▸ **WHAT NEEDS TO BE DONE**
Repeat the records below verbatim, and do not copy their pictures.
(EXTRACTED MATERIAL)
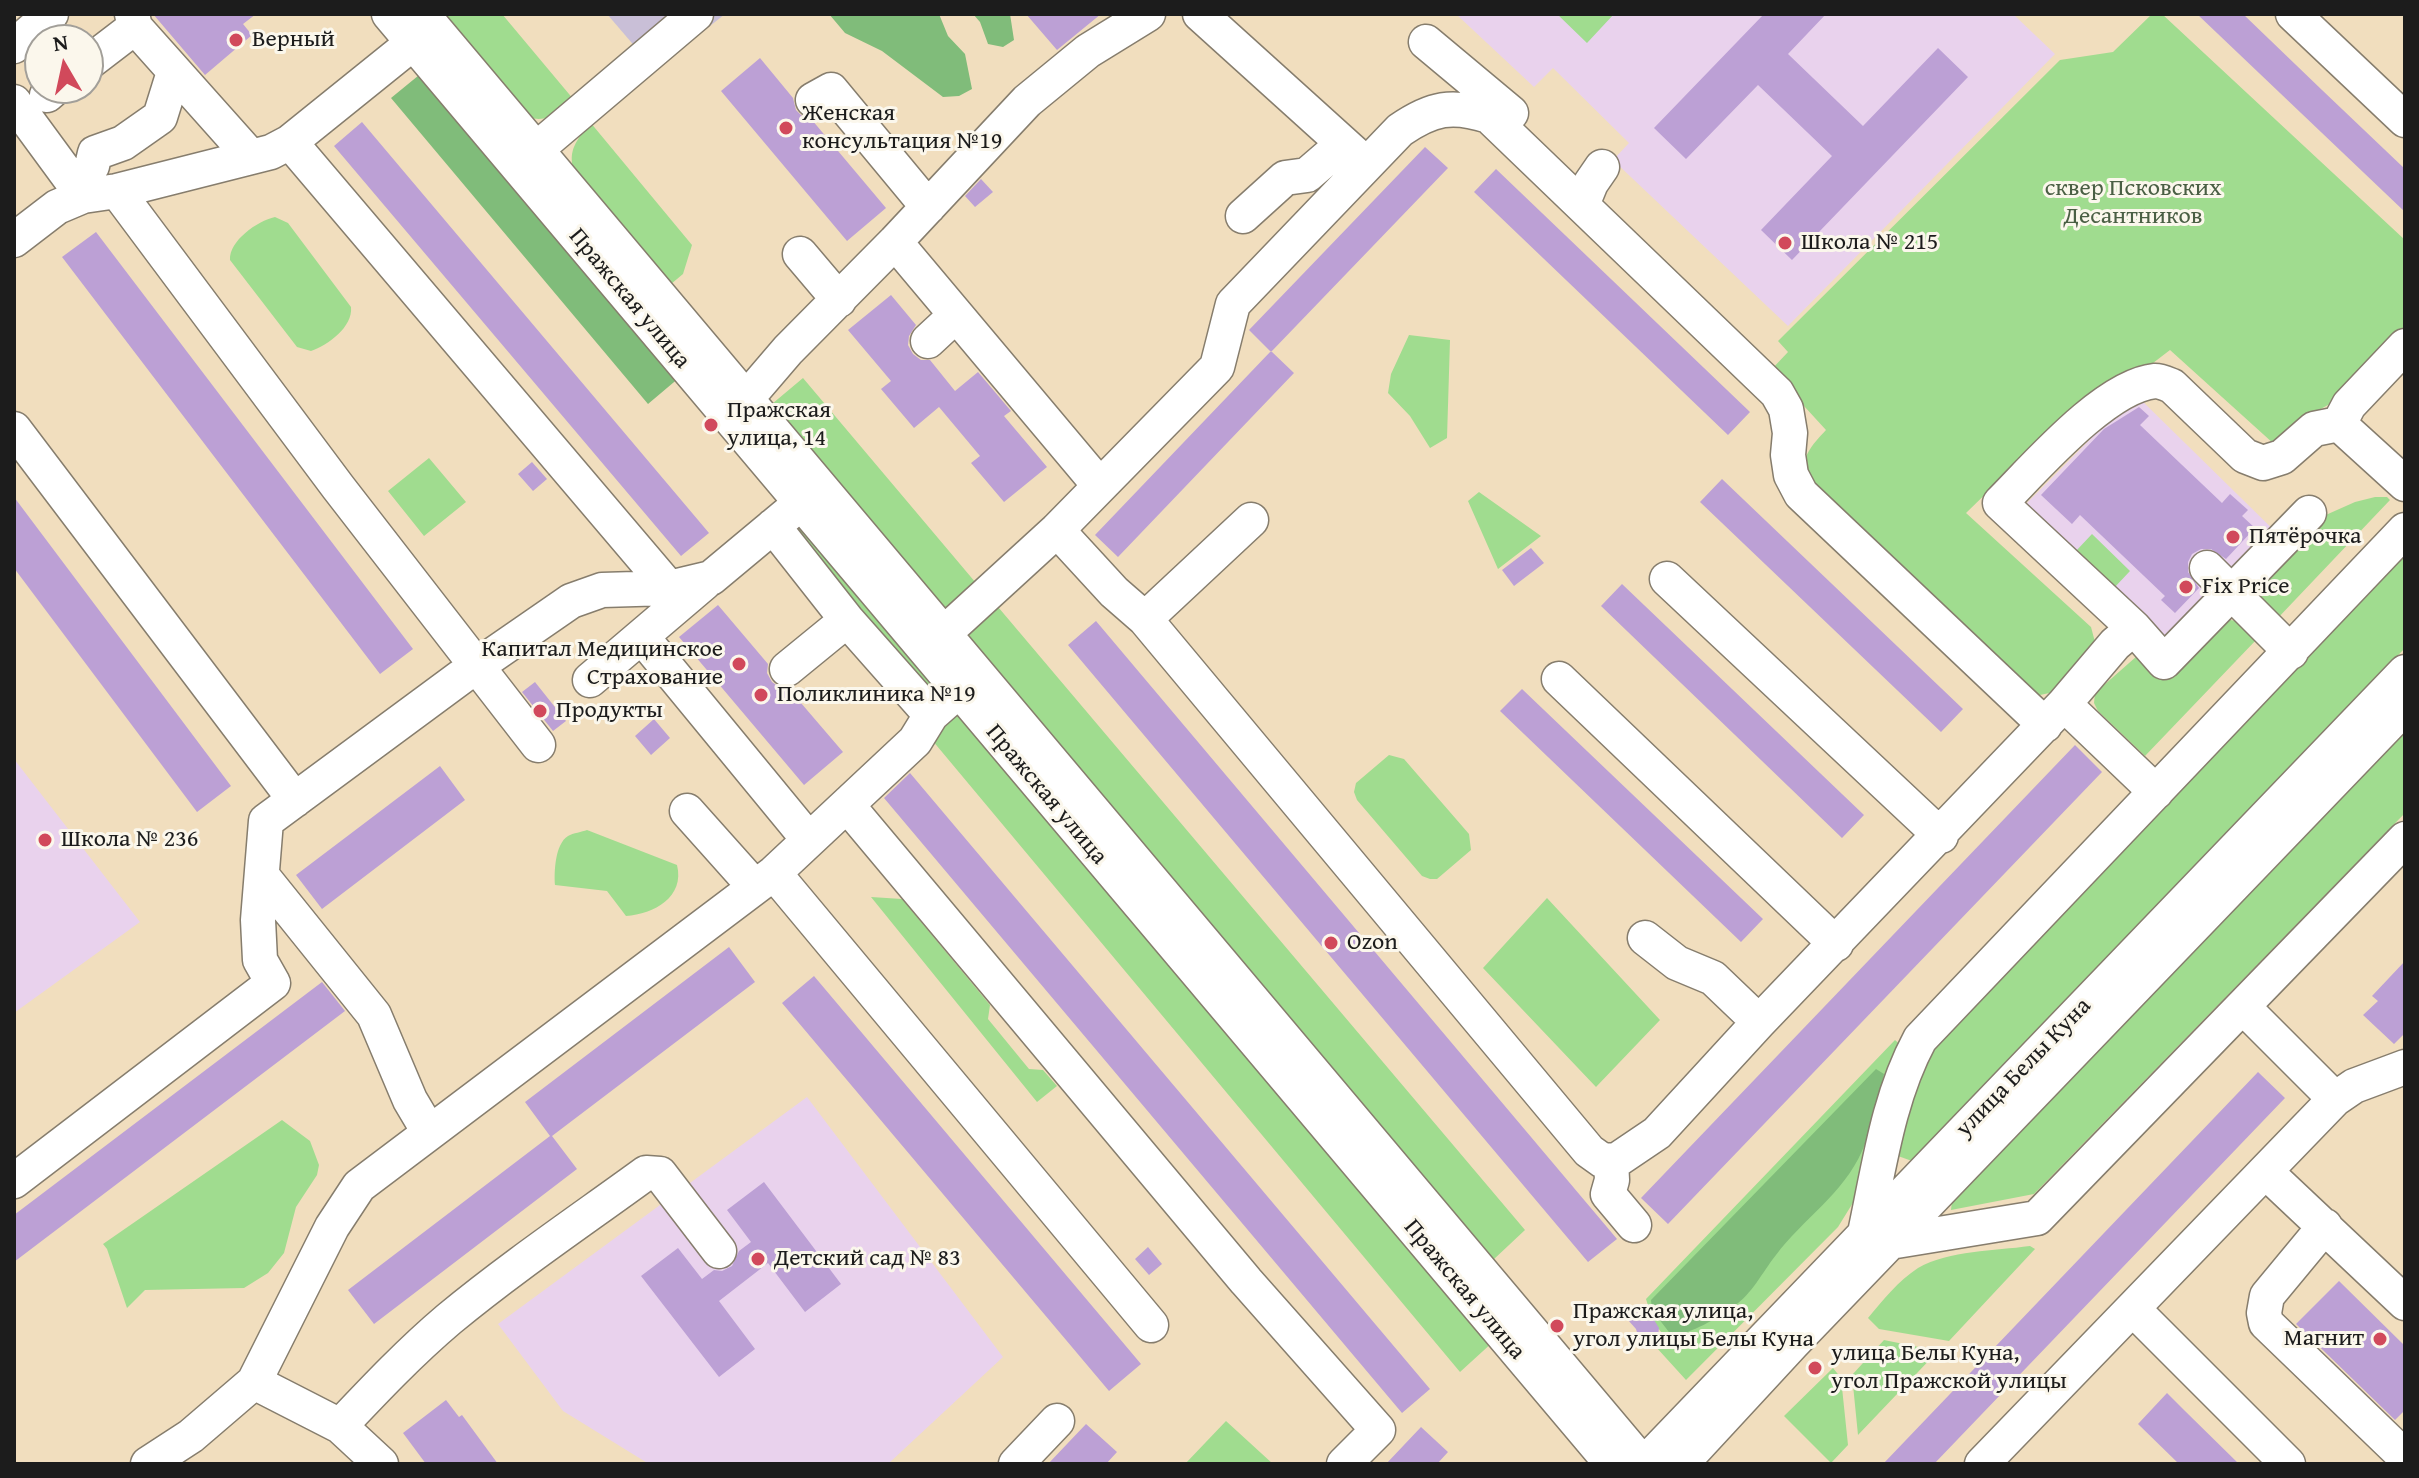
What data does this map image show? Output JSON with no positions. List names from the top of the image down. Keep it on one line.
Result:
{"streets":{"street":["Пражская улица","улица Белы Куна"]},"crossings":[["Пражская улица","улица Белы Куна"]],"parks":["сквер Псковских Десантников"],"places":["Верный","Женская консультация №19","Школа № 215","Пражская улица, 14","Пятёрочка","Fix Price","Капитал Медицинское Страхование","Поликлиника №19","Продукты","Школа № 236","Ozon","Детский сад № 83","Пражская улица, угол улицы Белы Куна","Магнит","улица Белы Куна, угол Пражской улицы"],"north":"top"}
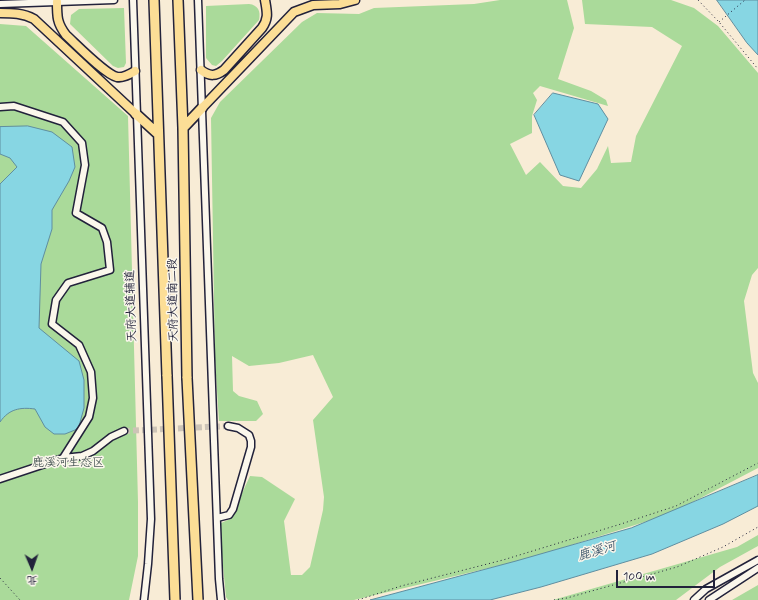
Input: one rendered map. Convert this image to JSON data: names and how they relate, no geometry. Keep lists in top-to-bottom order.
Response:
{
  "streets": {
    "highway": ["天府大道南二段"],
    "street": ["天府大道辅道"]
  },
  "water": ["鹿溪河"],
  "parks": ["鹿溪河生态区"],
  "scale_bar": "100 m",
  "north": "bottom"
}
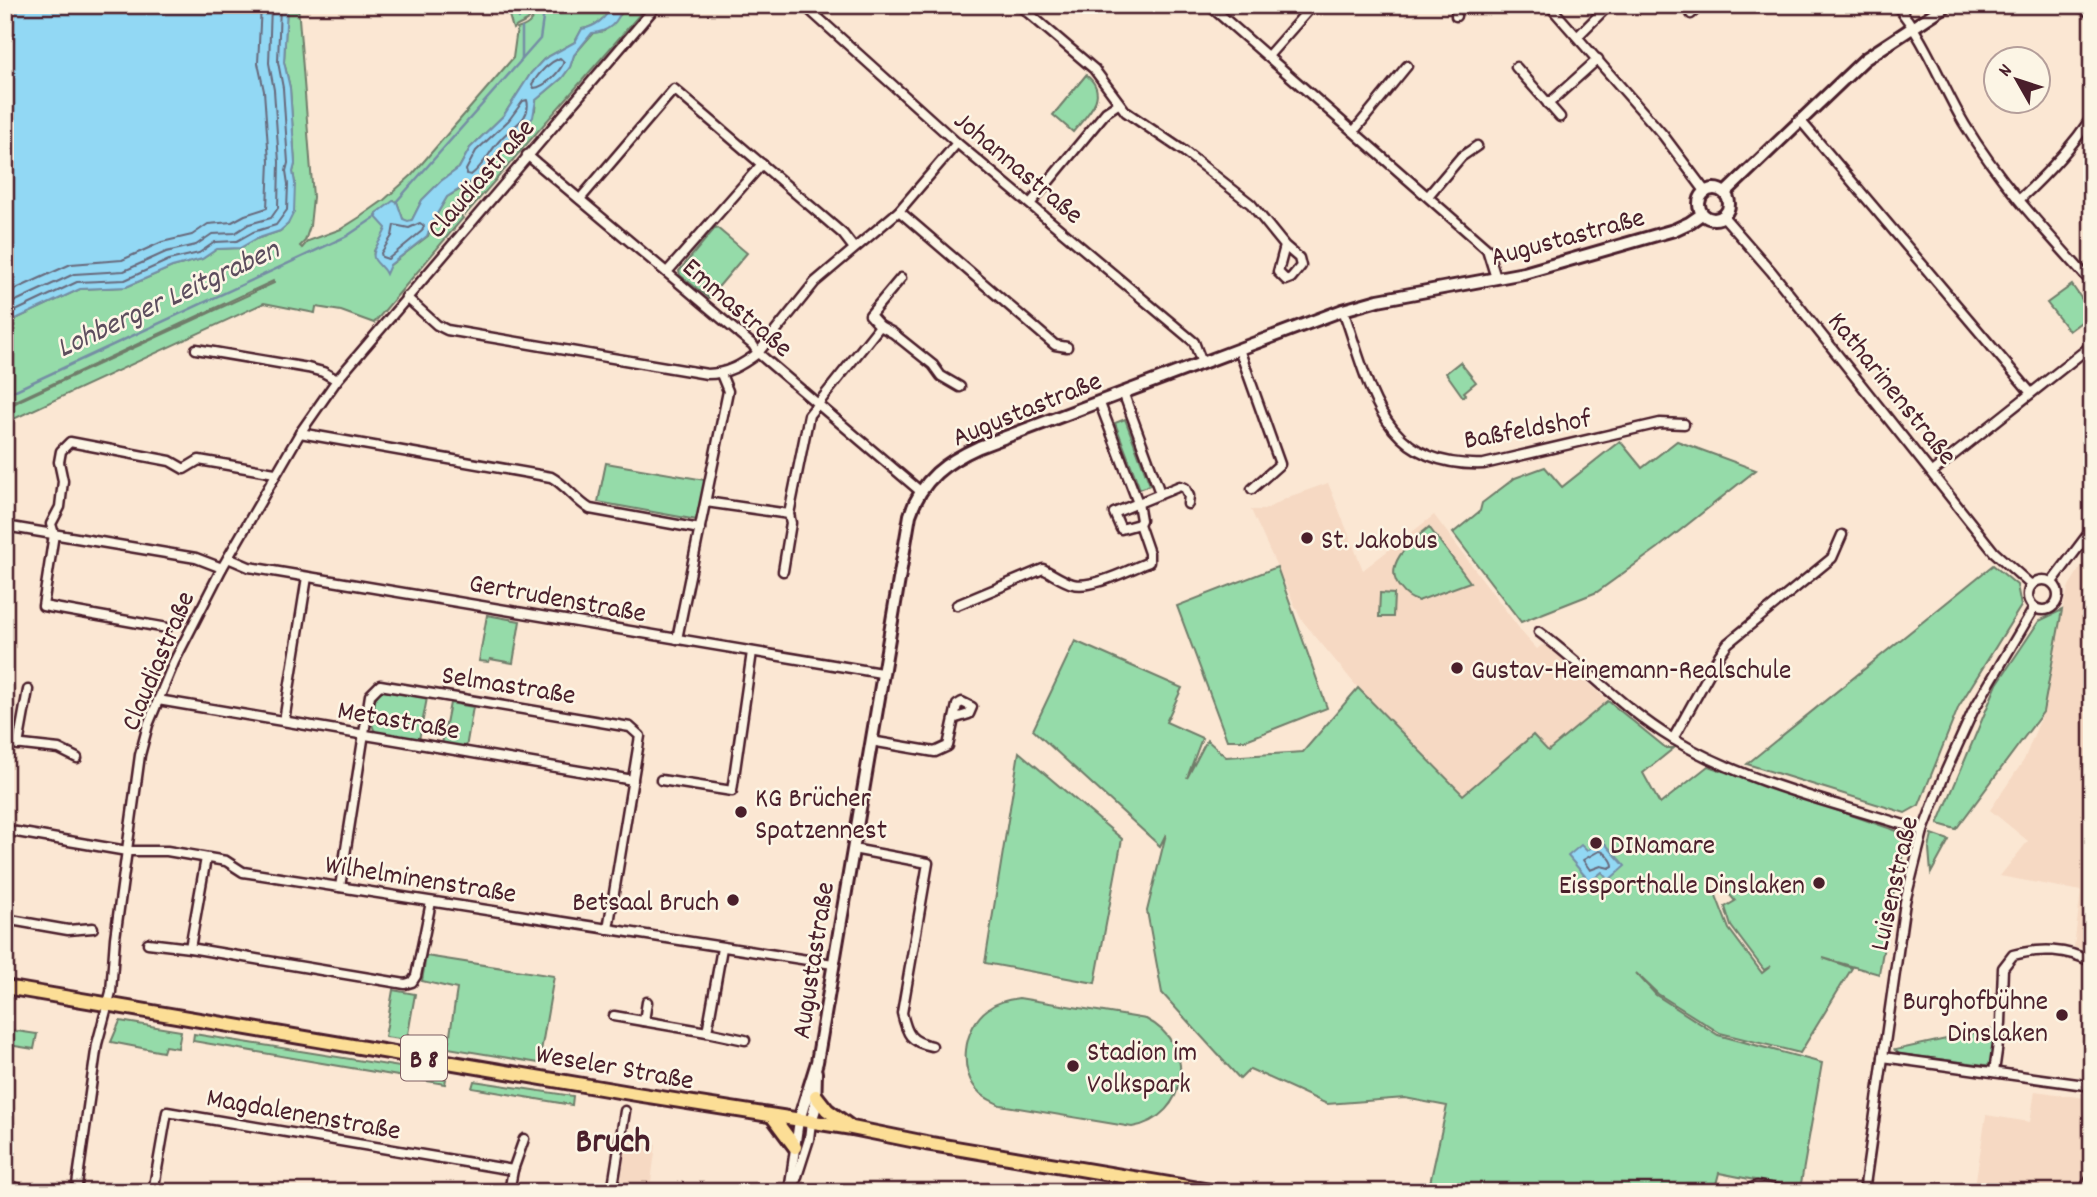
(End EXTRACTED MATERIAL)
▸ **EXERCISE ANSWER**
What data does this map image show? Output JSON with no positions. List names from the top of the image down. Keep it on one line.
Result:
{"streets":{"street":["Пражская улица","улица Белы Куна"]},"crossings":[["Пражская улица","улица Белы Куна"]],"parks":["сквер Псковских Десантников"],"places":["Верный","Женская консультация №19","Школа № 215","Пражская улица, 14","Пятёрочка","Fix Price","Капитал Медицинское Страхование","Поликлиника №19","Продукты","Школа № 236","Ozon","Детский сад № 83","Пражская улица, угол улицы Белы Куна","Магнит","улица Белы Куна, угол Пражской улицы"],"north":"top"}
Input: one rendered map. Convert this image to JSON data: names and how they relate, no geometry. Keep lists in top-to-bottom order.
Response:
{
  "streets": {
    "highway": ["天府大道南二段"],
    "street": ["天府大道辅道"]
  },
  "water": ["鹿溪河"],
  "parks": ["鹿溪河生态区"],
  "scale_bar": "100 m",
  "north": "bottom"
}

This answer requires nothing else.